***** Provided material *****

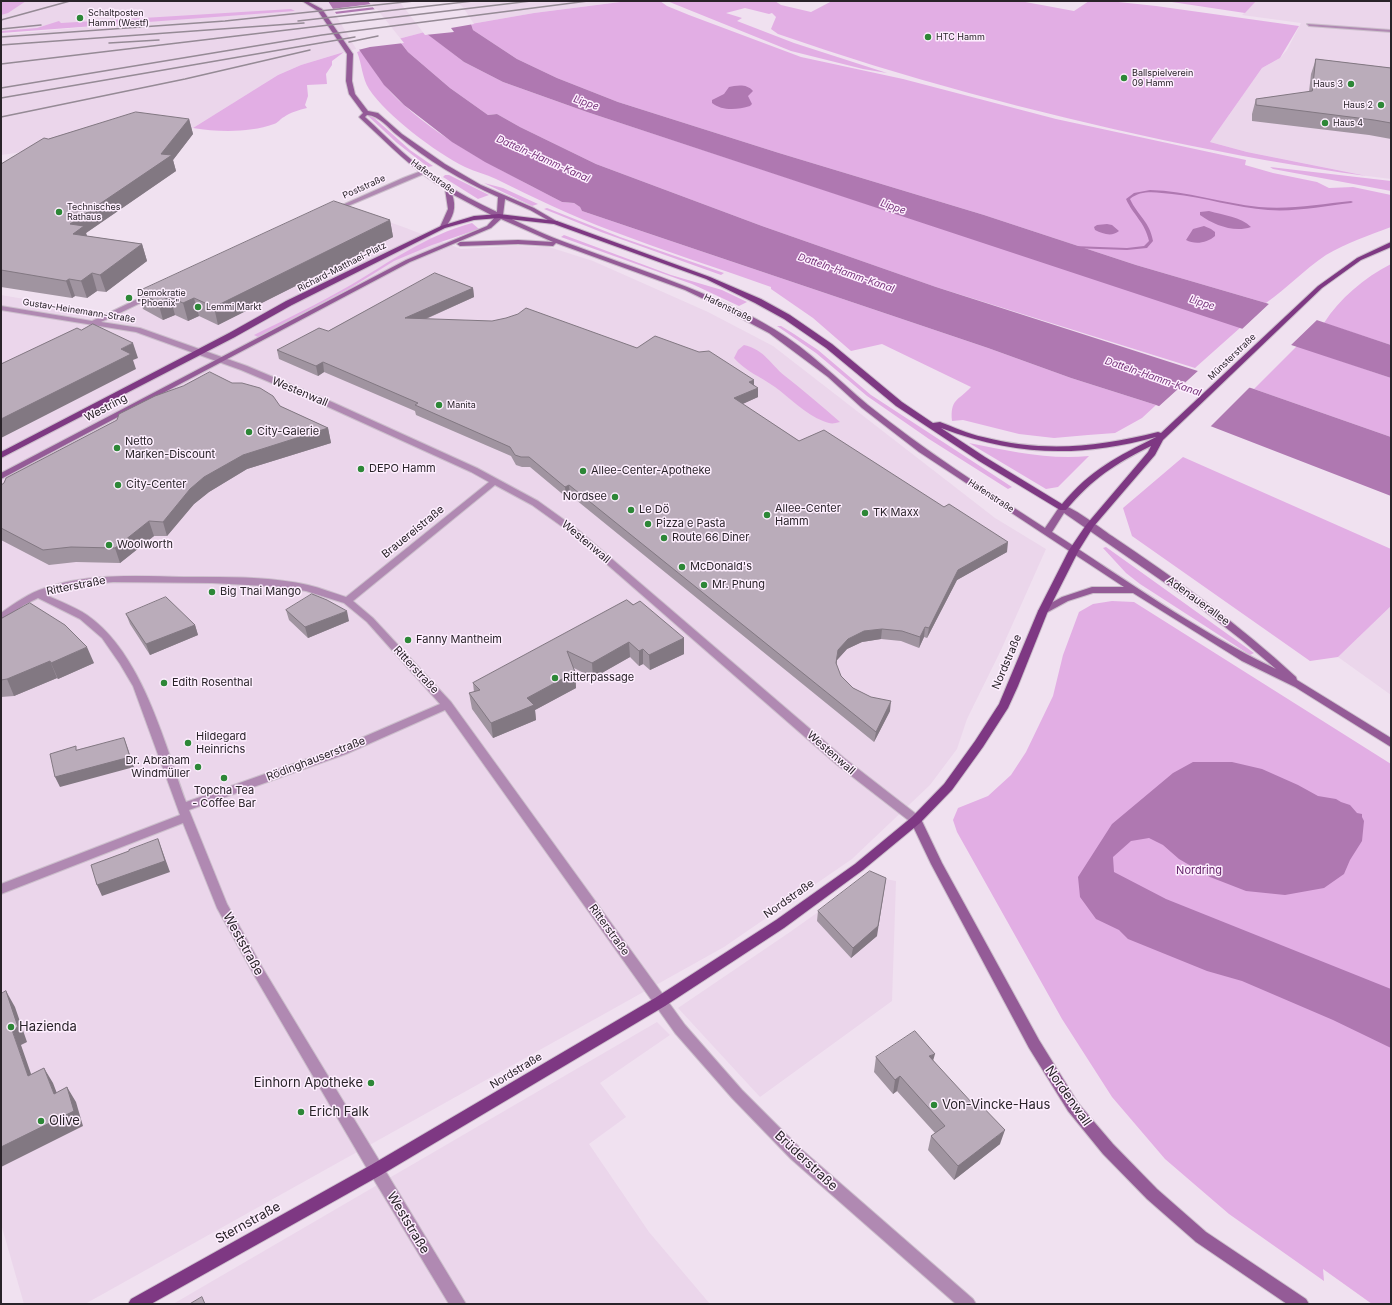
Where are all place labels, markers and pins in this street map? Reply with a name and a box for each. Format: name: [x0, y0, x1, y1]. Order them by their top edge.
place label: Schaltposten Hamm (Westf): [88, 8, 149, 29]
marker: Schaltposten Hamm (Westf): [75, 13, 85, 23]
marker: HTC Hamm: [923, 32, 933, 42]
place label: HTC Hamm: [936, 32, 985, 42]
place label: Ballspielverein 09 Hamm: [1132, 68, 1193, 89]
marker: Ballspielverein 09 Hamm: [1119, 73, 1129, 83]
place label: Haus 3: [1313, 79, 1343, 89]
marker: Haus 3: [1346, 79, 1356, 89]
place label: Haus 2: [1343, 100, 1373, 110]
marker: Haus 2: [1376, 100, 1386, 110]
marker: Haus 4: [1320, 118, 1330, 128]
place label: Haus 4: [1333, 118, 1363, 128]
place label: Technisches Rathaus: [67, 202, 121, 223]
marker: Technisches Rathaus: [54, 207, 64, 217]
place label: Demokratie "Phoenix": [137, 288, 186, 309]
marker: Demokratie "Phoenix": [124, 293, 134, 303]
marker: Lemmi Markt: [193, 302, 203, 312]
place label: Lemmi Markt: [206, 302, 261, 312]
marker: Manita: [434, 400, 444, 410]
place label: Manita: [447, 400, 476, 410]
place label: City-Galerie: [257, 425, 319, 439]
marker: City-Galerie: [244, 427, 254, 437]
place label: Netto Marken-Discount: [125, 435, 215, 461]
marker: Netto Marken-Discount: [112, 443, 122, 453]
place label: DEPO Hamm: [369, 462, 436, 476]
marker: DEPO Hamm: [356, 464, 366, 474]
place label: Allee-Center-Apotheke: [591, 464, 711, 478]
marker: Allee-Center-Apotheke: [578, 466, 588, 476]
place label: City-Center: [126, 478, 186, 492]
marker: City-Center: [113, 480, 123, 490]
place label: Nordsee: [563, 490, 607, 504]
marker: Nordsee: [610, 492, 620, 502]
place label: Allee-Center Hamm: [775, 502, 841, 528]
place label: Le Dö: [639, 503, 669, 517]
marker: Le Dö: [626, 505, 636, 515]
place label: TK Maxx: [873, 506, 919, 520]
marker: TK Maxx: [860, 508, 870, 518]
marker: Allee-Center Hamm: [762, 510, 772, 520]
place label: Pizza e Pasta: [656, 517, 725, 531]
marker: Pizza e Pasta: [643, 519, 653, 529]
place label: Route 66 Diner: [672, 531, 749, 545]
marker: Route 66 Diner: [659, 533, 669, 543]
place label: Woolworth: [117, 538, 173, 552]
marker: Woolworth: [104, 540, 114, 550]
place label: McDonald's: [690, 560, 752, 574]
marker: McDonald's: [677, 562, 687, 572]
place label: Mr. Phung: [712, 578, 765, 592]
marker: Mr. Phung: [699, 580, 709, 590]
place label: Big Thai Mango: [220, 585, 301, 599]
marker: Big Thai Mango: [207, 587, 217, 597]
place label: Fanny Mantheim: [416, 633, 502, 647]
marker: Fanny Mantheim: [403, 635, 413, 645]
place label: Ritterpassage: [563, 671, 634, 685]
marker: Ritterpassage: [550, 673, 560, 683]
place label: Edith Rosenthal: [172, 676, 252, 690]
marker: Edith Rosenthal: [159, 678, 169, 688]
place label: Hildegard Heinrichs: [196, 730, 246, 756]
marker: Hildegard Heinrichs: [183, 738, 193, 748]
place label: Dr. Abraham Windmüller: [125, 754, 190, 780]
marker: Dr. Abraham Windmüller: [193, 762, 203, 772]
marker: Topcha Tea - Coffee Bar: [219, 773, 229, 783]
place label: Topcha Tea - Coffee Bar: [192, 784, 256, 810]
place label: Hazienda: [19, 1019, 77, 1035]
marker: Hazienda: [6, 1022, 16, 1032]
place label: Einhorn Apotheke: [254, 1075, 363, 1091]
marker: Einhorn Apotheke: [366, 1078, 376, 1088]
place label: Von-Vincke-Haus: [942, 1097, 1050, 1113]
marker: Von-Vincke-Haus: [929, 1100, 939, 1110]
place label: Erich Falk: [309, 1104, 369, 1120]
marker: Erich Falk: [296, 1107, 306, 1117]
place label: Olive: [49, 1113, 80, 1129]
marker: Olive: [36, 1116, 46, 1126]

*****

**Instructions for the task:** Go through the listing above and quote it exactly, apart from its images.

**Written reply:**
Where are all place labels, markers and pins in this street map? Reply with a name and a box for each. Format: name: [x0, y0, x1, y1]. Order them by their top edge.
place label: Schaltposten Hamm (Westf): [88, 8, 149, 29]
marker: Schaltposten Hamm (Westf): [75, 13, 85, 23]
marker: HTC Hamm: [923, 32, 933, 42]
place label: HTC Hamm: [936, 32, 985, 42]
place label: Ballspielverein 09 Hamm: [1132, 68, 1193, 89]
marker: Ballspielverein 09 Hamm: [1119, 73, 1129, 83]
place label: Haus 3: [1313, 79, 1343, 89]
marker: Haus 3: [1346, 79, 1356, 89]
place label: Haus 2: [1343, 100, 1373, 110]
marker: Haus 2: [1376, 100, 1386, 110]
marker: Haus 4: [1320, 118, 1330, 128]
place label: Haus 4: [1333, 118, 1363, 128]
place label: Technisches Rathaus: [67, 202, 121, 223]
marker: Technisches Rathaus: [54, 207, 64, 217]
place label: Demokratie "Phoenix": [137, 288, 186, 309]
marker: Demokratie "Phoenix": [124, 293, 134, 303]
marker: Lemmi Markt: [193, 302, 203, 312]
place label: Lemmi Markt: [206, 302, 261, 312]
marker: Manita: [434, 400, 444, 410]
place label: Manita: [447, 400, 476, 410]
place label: City-Galerie: [257, 425, 319, 439]
marker: City-Galerie: [244, 427, 254, 437]
place label: Netto Marken-Discount: [125, 435, 215, 461]
marker: Netto Marken-Discount: [112, 443, 122, 453]
place label: DEPO Hamm: [369, 462, 436, 476]
marker: DEPO Hamm: [356, 464, 366, 474]
place label: Allee-Center-Apotheke: [591, 464, 711, 478]
marker: Allee-Center-Apotheke: [578, 466, 588, 476]
place label: City-Center: [126, 478, 186, 492]
marker: City-Center: [113, 480, 123, 490]
place label: Nordsee: [563, 490, 607, 504]
marker: Nordsee: [610, 492, 620, 502]
place label: Allee-Center Hamm: [775, 502, 841, 528]
place label: Le Dö: [639, 503, 669, 517]
marker: Le Dö: [626, 505, 636, 515]
place label: TK Maxx: [873, 506, 919, 520]
marker: TK Maxx: [860, 508, 870, 518]
marker: Allee-Center Hamm: [762, 510, 772, 520]
place label: Pizza e Pasta: [656, 517, 725, 531]
marker: Pizza e Pasta: [643, 519, 653, 529]
place label: Route 66 Diner: [672, 531, 749, 545]
marker: Route 66 Diner: [659, 533, 669, 543]
place label: Woolworth: [117, 538, 173, 552]
marker: Woolworth: [104, 540, 114, 550]
place label: McDonald's: [690, 560, 752, 574]
marker: McDonald's: [677, 562, 687, 572]
place label: Mr. Phung: [712, 578, 765, 592]
marker: Mr. Phung: [699, 580, 709, 590]
place label: Big Thai Mango: [220, 585, 301, 599]
marker: Big Thai Mango: [207, 587, 217, 597]
place label: Fanny Mantheim: [416, 633, 502, 647]
marker: Fanny Mantheim: [403, 635, 413, 645]
place label: Ritterpassage: [563, 671, 634, 685]
marker: Ritterpassage: [550, 673, 560, 683]
place label: Edith Rosenthal: [172, 676, 252, 690]
marker: Edith Rosenthal: [159, 678, 169, 688]
place label: Hildegard Heinrichs: [196, 730, 246, 756]
marker: Hildegard Heinrichs: [183, 738, 193, 748]
place label: Dr. Abraham Windmüller: [125, 754, 190, 780]
marker: Dr. Abraham Windmüller: [193, 762, 203, 772]
marker: Topcha Tea - Coffee Bar: [219, 773, 229, 783]
place label: Topcha Tea - Coffee Bar: [192, 784, 256, 810]
place label: Hazienda: [19, 1019, 77, 1035]
marker: Hazienda: [6, 1022, 16, 1032]
place label: Einhorn Apotheke: [254, 1075, 363, 1091]
marker: Einhorn Apotheke: [366, 1078, 376, 1088]
place label: Von-Vincke-Haus: [942, 1097, 1050, 1113]
marker: Von-Vincke-Haus: [929, 1100, 939, 1110]
place label: Erich Falk: [309, 1104, 369, 1120]
marker: Erich Falk: [296, 1107, 306, 1117]
place label: Olive: [49, 1113, 80, 1129]
marker: Olive: [36, 1116, 46, 1126]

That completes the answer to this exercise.